'''

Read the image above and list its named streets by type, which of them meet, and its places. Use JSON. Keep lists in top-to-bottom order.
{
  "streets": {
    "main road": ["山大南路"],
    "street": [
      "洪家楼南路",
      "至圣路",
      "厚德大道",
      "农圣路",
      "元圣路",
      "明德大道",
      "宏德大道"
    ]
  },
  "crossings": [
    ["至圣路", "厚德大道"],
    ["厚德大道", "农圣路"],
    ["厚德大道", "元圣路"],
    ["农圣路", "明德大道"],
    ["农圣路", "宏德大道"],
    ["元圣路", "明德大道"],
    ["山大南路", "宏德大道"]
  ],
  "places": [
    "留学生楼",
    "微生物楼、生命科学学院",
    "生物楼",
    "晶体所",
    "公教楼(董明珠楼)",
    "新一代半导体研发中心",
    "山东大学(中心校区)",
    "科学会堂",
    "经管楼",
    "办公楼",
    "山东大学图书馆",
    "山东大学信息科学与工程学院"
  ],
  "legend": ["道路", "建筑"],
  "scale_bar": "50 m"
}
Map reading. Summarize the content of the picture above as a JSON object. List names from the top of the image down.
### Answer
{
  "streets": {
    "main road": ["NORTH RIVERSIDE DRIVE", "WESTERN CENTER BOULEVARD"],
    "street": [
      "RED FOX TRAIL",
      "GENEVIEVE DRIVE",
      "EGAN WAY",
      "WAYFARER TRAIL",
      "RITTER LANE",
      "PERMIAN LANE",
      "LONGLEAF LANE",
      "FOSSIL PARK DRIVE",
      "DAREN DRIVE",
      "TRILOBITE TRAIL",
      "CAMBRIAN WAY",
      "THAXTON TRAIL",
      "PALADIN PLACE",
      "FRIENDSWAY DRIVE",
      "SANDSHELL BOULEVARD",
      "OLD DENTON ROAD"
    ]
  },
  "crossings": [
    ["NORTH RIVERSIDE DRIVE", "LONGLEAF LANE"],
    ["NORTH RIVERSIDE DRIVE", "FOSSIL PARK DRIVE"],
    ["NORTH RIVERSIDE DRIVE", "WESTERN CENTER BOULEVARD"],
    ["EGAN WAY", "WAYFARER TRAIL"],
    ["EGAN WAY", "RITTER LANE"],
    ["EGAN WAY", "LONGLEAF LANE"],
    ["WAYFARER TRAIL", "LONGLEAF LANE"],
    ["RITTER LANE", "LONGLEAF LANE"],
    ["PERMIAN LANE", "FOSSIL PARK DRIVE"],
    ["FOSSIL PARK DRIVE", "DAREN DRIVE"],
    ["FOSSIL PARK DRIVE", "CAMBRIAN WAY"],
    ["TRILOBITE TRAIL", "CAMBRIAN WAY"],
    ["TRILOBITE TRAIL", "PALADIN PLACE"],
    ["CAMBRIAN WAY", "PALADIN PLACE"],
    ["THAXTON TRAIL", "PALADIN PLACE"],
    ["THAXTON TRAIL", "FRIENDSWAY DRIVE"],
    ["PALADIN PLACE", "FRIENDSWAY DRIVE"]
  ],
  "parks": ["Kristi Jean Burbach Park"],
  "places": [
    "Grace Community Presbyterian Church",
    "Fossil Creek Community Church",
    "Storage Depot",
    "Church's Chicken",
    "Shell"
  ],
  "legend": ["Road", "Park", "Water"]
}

'''

Aim of the exercise: Once you have read the material above, write all of it out again exactly.

Expected answer:
Read the image above and list its named streets by type, which of them meet, and its places. Use JSON. Keep lists in top-to-bottom order.
{
  "streets": {
    "main road": ["山大南路"],
    "street": [
      "洪家楼南路",
      "至圣路",
      "厚德大道",
      "农圣路",
      "元圣路",
      "明德大道",
      "宏德大道"
    ]
  },
  "crossings": [
    ["至圣路", "厚德大道"],
    ["厚德大道", "农圣路"],
    ["厚德大道", "元圣路"],
    ["农圣路", "明德大道"],
    ["农圣路", "宏德大道"],
    ["元圣路", "明德大道"],
    ["山大南路", "宏德大道"]
  ],
  "places": [
    "留学生楼",
    "微生物楼、生命科学学院",
    "生物楼",
    "晶体所",
    "公教楼(董明珠楼)",
    "新一代半导体研发中心",
    "山东大学(中心校区)",
    "科学会堂",
    "经管楼",
    "办公楼",
    "山东大学图书馆",
    "山东大学信息科学与工程学院"
  ],
  "legend": ["道路", "建筑"],
  "scale_bar": "50 m"
}
Map reading. Summarize the content of the picture above as a JSON object. List names from the top of the image down.
### Answer
{
  "streets": {
    "main road": ["NORTH RIVERSIDE DRIVE", "WESTERN CENTER BOULEVARD"],
    "street": [
      "RED FOX TRAIL",
      "GENEVIEVE DRIVE",
      "EGAN WAY",
      "WAYFARER TRAIL",
      "RITTER LANE",
      "PERMIAN LANE",
      "LONGLEAF LANE",
      "FOSSIL PARK DRIVE",
      "DAREN DRIVE",
      "TRILOBITE TRAIL",
      "CAMBRIAN WAY",
      "THAXTON TRAIL",
      "PALADIN PLACE",
      "FRIENDSWAY DRIVE",
      "SANDSHELL BOULEVARD",
      "OLD DENTON ROAD"
    ]
  },
  "crossings": [
    ["NORTH RIVERSIDE DRIVE", "LONGLEAF LANE"],
    ["NORTH RIVERSIDE DRIVE", "FOSSIL PARK DRIVE"],
    ["NORTH RIVERSIDE DRIVE", "WESTERN CENTER BOULEVARD"],
    ["EGAN WAY", "WAYFARER TRAIL"],
    ["EGAN WAY", "RITTER LANE"],
    ["EGAN WAY", "LONGLEAF LANE"],
    ["WAYFARER TRAIL", "LONGLEAF LANE"],
    ["RITTER LANE", "LONGLEAF LANE"],
    ["PERMIAN LANE", "FOSSIL PARK DRIVE"],
    ["FOSSIL PARK DRIVE", "DAREN DRIVE"],
    ["FOSSIL PARK DRIVE", "CAMBRIAN WAY"],
    ["TRILOBITE TRAIL", "CAMBRIAN WAY"],
    ["TRILOBITE TRAIL", "PALADIN PLACE"],
    ["CAMBRIAN WAY", "PALADIN PLACE"],
    ["THAXTON TRAIL", "PALADIN PLACE"],
    ["THAXTON TRAIL", "FRIENDSWAY DRIVE"],
    ["PALADIN PLACE", "FRIENDSWAY DRIVE"]
  ],
  "parks": ["Kristi Jean Burbach Park"],
  "places": [
    "Grace Community Presbyterian Church",
    "Fossil Creek Community Church",
    "Storage Depot",
    "Church's Chicken",
    "Shell"
  ],
  "legend": ["Road", "Park", "Water"]
}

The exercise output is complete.